EXERCISE DIRECTIONS: Copy out each line containing "Palmetto" from the entries below.

(Stored data)

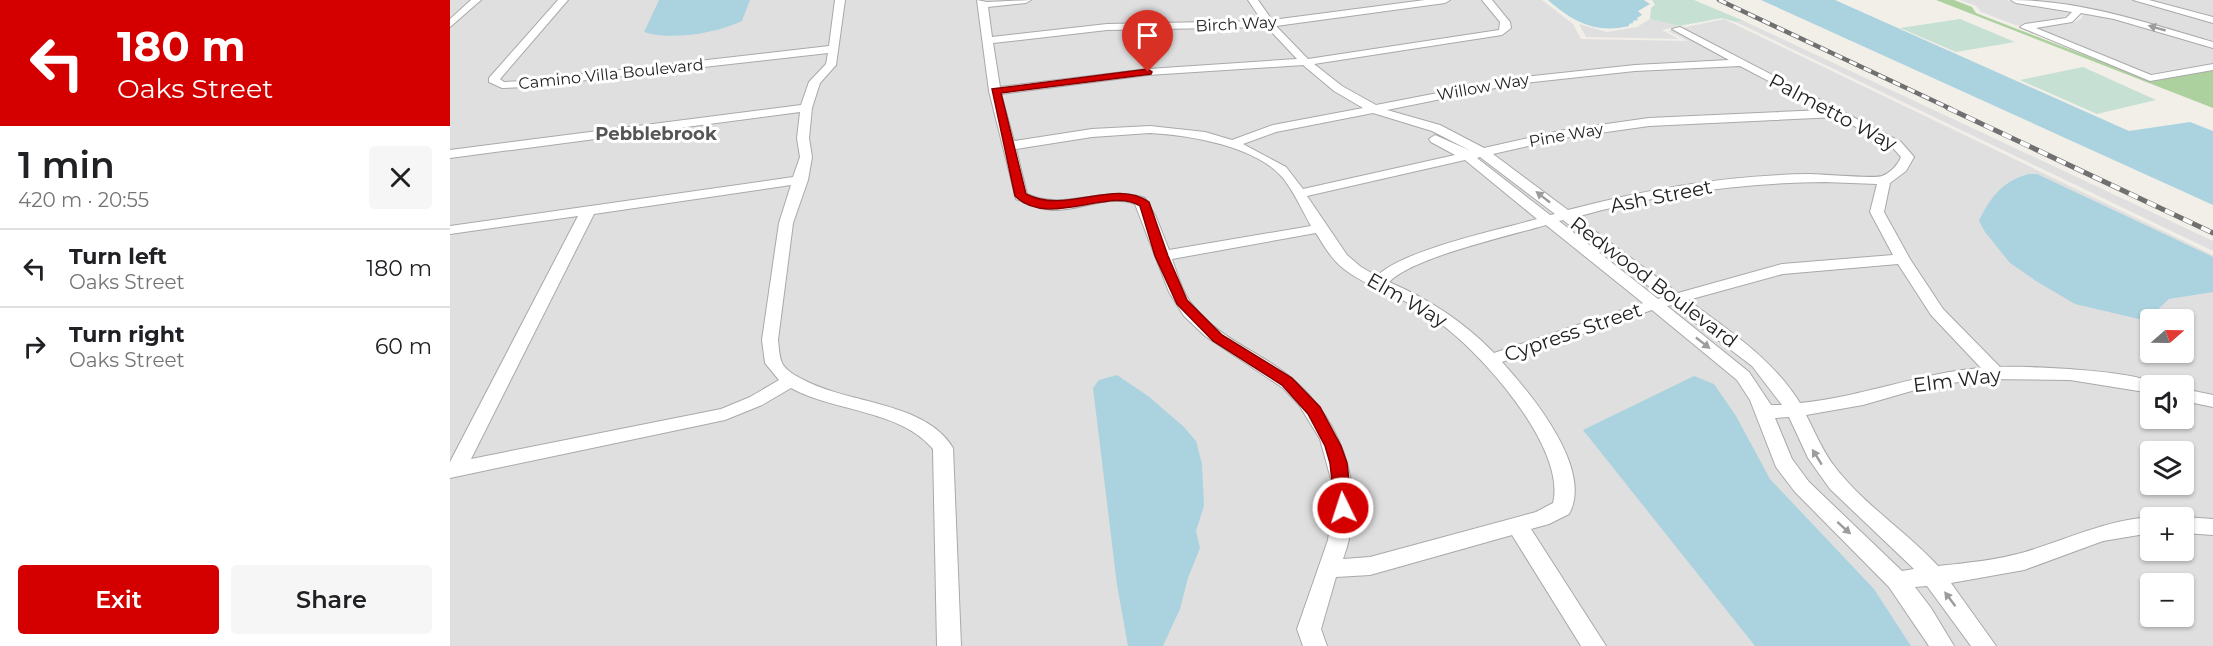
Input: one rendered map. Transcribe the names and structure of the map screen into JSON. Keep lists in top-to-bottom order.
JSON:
{
  "streets": {
    "street": [
      "Birch Way",
      "Camino Villa Boulevard",
      "Willow Way",
      "Palmetto Way",
      "Pine Way",
      "Ash Street",
      "Redwood Boulevard",
      "Elm Way",
      "Cypress Street"
    ]
  },
  "crossings": [
    ["Birch Way", "Redwood Boulevard"],
    ["Willow Way", "Palmetto Way"],
    ["Willow Way", "Redwood Boulevard"],
    ["Willow Way", "Elm Way"],
    ["Palmetto Way", "Pine Way"],
    ["Palmetto Way", "Ash Street"],
    ["Palmetto Way", "Elm Way"],
    ["Palmetto Way", "Cypress Street"],
    ["Pine Way", "Redwood Boulevard"],
    ["Pine Way", "Elm Way"],
    ["Ash Street", "Redwood Boulevard"],
    ["Ash Street", "Elm Way"],
    ["Redwood Boulevard", "Elm Way"],
    ["Redwood Boulevard", "Cypress Street"],
    ["Elm Way", "Cypress Street"]
  ],
  "districts": ["Pebblebrook"],
  "north": "right",
  "page": {
    "turn": ["180 m", "Oaks Street"],
    "heading": ["1 min", "420 m · 20:55"],
    "list": [
      {
        "name": "Turn left",
        "note": "Oaks Street",
        "value": "180 m"
      },
      {
        "name": "Turn right",
        "note": "Oaks Street",
        "value": "60 m"
      }
    ],
    "map_buttons": ["+", "−"],
    "buttons": ["Exit", "Share"]
  }
}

EXERCISE RESPONSE:
      "Palmetto Way",
    ["Willow Way", "Palmetto Way"],
    ["Palmetto Way", "Pine Way"],
    ["Palmetto Way", "Ash Street"],
    ["Palmetto Way", "Elm Way"],
    ["Palmetto Way", "Cypress Street"],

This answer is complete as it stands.